--- START ---

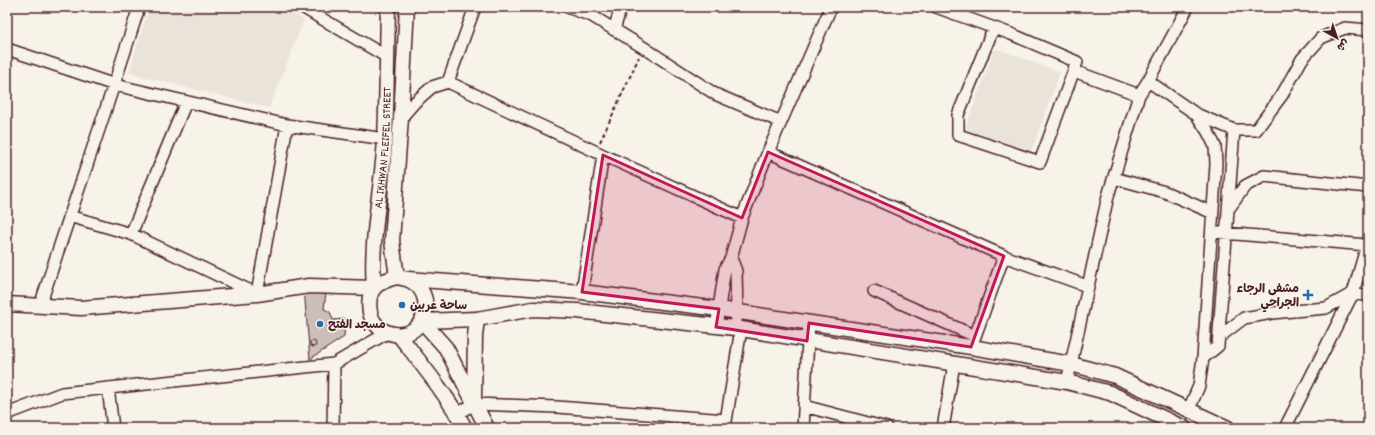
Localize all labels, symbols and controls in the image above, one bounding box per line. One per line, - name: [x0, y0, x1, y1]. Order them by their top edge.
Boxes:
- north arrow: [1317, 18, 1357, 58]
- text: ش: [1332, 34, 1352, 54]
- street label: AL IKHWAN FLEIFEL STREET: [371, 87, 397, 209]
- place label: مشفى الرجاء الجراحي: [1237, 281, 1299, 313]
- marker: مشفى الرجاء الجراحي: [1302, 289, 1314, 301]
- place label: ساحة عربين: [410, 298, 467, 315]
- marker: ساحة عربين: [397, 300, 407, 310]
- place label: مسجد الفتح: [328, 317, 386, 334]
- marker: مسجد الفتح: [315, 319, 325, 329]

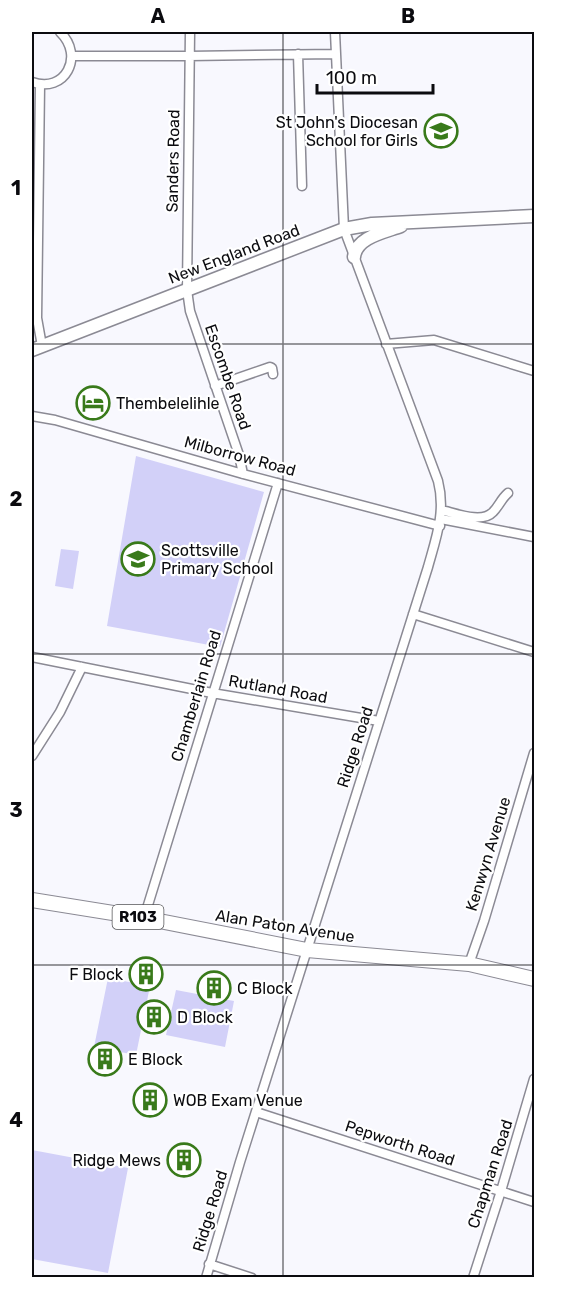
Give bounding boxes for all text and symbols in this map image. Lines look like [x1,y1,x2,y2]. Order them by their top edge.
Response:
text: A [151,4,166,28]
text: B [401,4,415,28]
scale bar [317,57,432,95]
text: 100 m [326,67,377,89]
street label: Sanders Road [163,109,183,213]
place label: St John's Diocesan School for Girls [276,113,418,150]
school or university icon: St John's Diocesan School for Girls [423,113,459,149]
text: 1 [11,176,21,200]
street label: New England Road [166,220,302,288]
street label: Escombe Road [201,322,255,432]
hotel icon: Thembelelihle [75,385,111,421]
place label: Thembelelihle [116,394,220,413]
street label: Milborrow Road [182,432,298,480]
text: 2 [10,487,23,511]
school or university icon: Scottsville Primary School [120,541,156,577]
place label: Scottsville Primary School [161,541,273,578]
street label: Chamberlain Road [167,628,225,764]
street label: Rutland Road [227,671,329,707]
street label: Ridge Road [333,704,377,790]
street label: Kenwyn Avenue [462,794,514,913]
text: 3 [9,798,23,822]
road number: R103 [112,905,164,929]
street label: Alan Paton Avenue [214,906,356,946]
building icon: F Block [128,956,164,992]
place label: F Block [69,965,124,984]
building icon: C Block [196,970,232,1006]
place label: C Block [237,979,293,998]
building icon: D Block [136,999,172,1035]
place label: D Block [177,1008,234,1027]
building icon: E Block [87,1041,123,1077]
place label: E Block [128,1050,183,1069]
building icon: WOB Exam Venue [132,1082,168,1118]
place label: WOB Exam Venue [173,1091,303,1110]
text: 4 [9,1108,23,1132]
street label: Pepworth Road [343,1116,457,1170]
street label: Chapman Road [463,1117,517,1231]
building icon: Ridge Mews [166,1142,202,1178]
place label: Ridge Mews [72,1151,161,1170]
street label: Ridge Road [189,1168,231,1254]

--- END ---

ASSIGNED TASK »
For the string "image", go through the entries above and copy each line where it occurs.

OUTPUT OF THE EXERCISE »
Localize all labels, symbols and controls in the image above, one bounding box per line. One per line, - name: [x0, y0, x1, y1]. Order them by their top edge.
Give bounding boxes for all text and symbols in this map image. Lines look like [x1,y1,x2,y2]. Order them by their top edge.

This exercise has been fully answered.